Guacamole (US: /ɡwɑːkəˈml/; Spanish: [wakaˈmole] or [ɡwakaˈmole]), is an avocado-based sauce that originated with the Aztecs in Mexico.[1] In addition to its use in modern Mexican cuisine it has also become part of American cuisine as a dip, condiment and salad ingredient.[2][3] It is traditionally made by mashing ripe avocados with a molcajete (mortar and pestle) with sea salt. Some recipes call for tomato, onion, garlic, lime juice, chili, yogurt and/or additional seasonings.

History

Guacamole was made by the Aztecs as early as the 16th century.[1] The name comes from an Aztec dialect via Nahuatl āhuacamolli [aːwaka'molːi], which literally translates to "avocado sauce", from āhuacatl [aː'wakat͡ɬ] ("avocado") + molli ['molːi] ("sauce").[1] In Mexican Spanish it is pronounced [wakaˈmole], in American English it is sometimes pronounced /ɡwɑːkəˈml/, and in British English sometimes /ˌwækəˈml/.COOKIES

Early recipes from the California Avocado Advisory Board (Calavo), published in the 1940s, were accompanied with a pronunciation suggestion: "Say Huakamole". Later marketing tried to create a "luau" or Pacific Island image of the avocado in the 1960s, and a Spanish or Mediterranean image in the 1970s. Guacamole has pushed avocado sales to 30 million pounds on two days a year, Super Bowl Sunday and Cinco de Mayo.[4]

Guasacaca

Thinner and more acidic,[5] Guasacaca is a Venezuelan avocado-based sauce; it is made with vinegar,[6] and is served over parrillas (grilled food), arepas, empanadas and various other dishes. It is common to make the guasacaca with red chili peppers instead of tomato and jalapeño, as a hot sauce is frequently offered in a separate container.

Mantequilla de pobre

Mantequilla de pobre (translated as "poor-man's butter") is a mixture of avocado, tomato, oil, and citrus juice. It predates the arrival of cattle in the Americas.[2]

Commercial products

Prepared and fresh guacamoles are available in stores, often available refrigerated.

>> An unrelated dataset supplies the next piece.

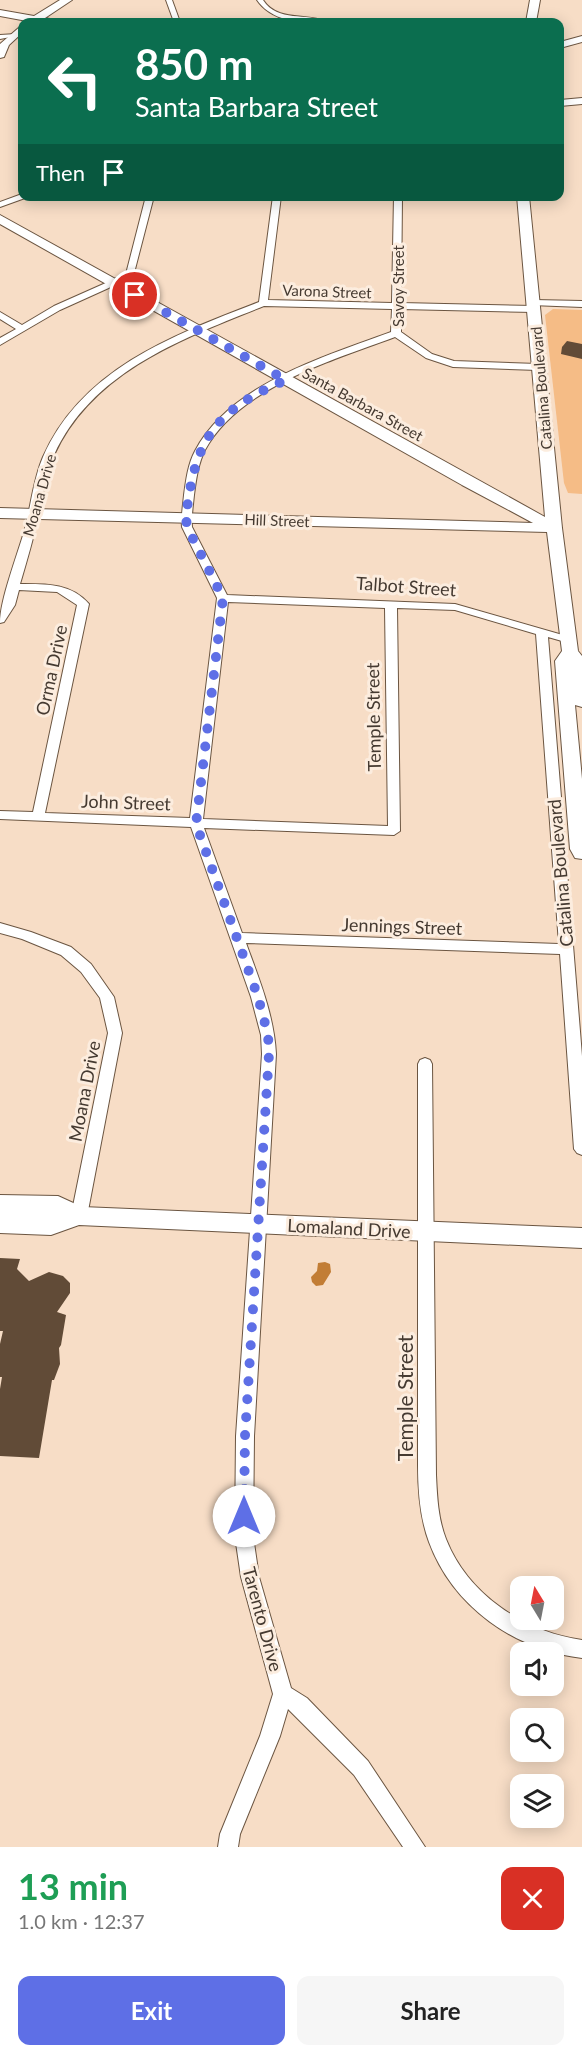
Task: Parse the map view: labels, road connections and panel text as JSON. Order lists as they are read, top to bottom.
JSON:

The non-fresh guacamole that is most like fresh is preserved by freezing or sometimes high pressure packaging.[7] Other non-fresh preparations need higher levels of fillers and artificial preservatives to be shelf stable.

See also

References

  1. ^ a b c Zeldes, Leah A. (November 4, 2009). "Eat this! Guacamole, a singing sauce, on its day". Dining Chicago. Chicago's Restaurant & Entertainment Guide, Inc. Retrieved November 5, 2009.
  2. ^ a b Beard, James; Bittman, Mark (September 4, 2007). Beard on Food: The Best Recipes and Kitchen Wisdom from the Dean of American Cooking. Bloomsbury Publishing USA. pp. 86–87. ISBN 978-1-59691-446-9. Retrieved March 14, 2012.
  3. ^ Smith, Andrew F. (May 1, 2007). The Oxford companion to American food and drink. Oxford University Press. pp. 144–146. ISBN 978-0-19-530796-2. Retrieved March 14, 2012.
  4. ^ Charles, Jeffrey (2002). "8. Searching for gold in Guacamole: California growers market the avocado, 1910–1994". In Belasco, Warren; Scranton, Philip (eds.). Food nations: selling taste in consumer societies. Routledge. pp. 131–154. ISBN 0-415-93077-4. Retrieved September 20, 2011.
  5. ^ "Caracas Calling". New York Press. Manhattan Media. July 13, 2004. Retrieved March 4, 2010.
  6. ^ Serpa, Diego (1968). "Avocado Culture in Venezuela" (PDF). California Avocado Society 1968 Yearbook. 52: 153–168. ISSN 0096-5960. Retrieved March 4, 2010.
  7. ^ Steve Connor (February 5, 2000). "Eureka! Scientists discover how to keep guacamole green" (Document). The Independent. {{cite document}}: Unknown parameter |url= ignored (help)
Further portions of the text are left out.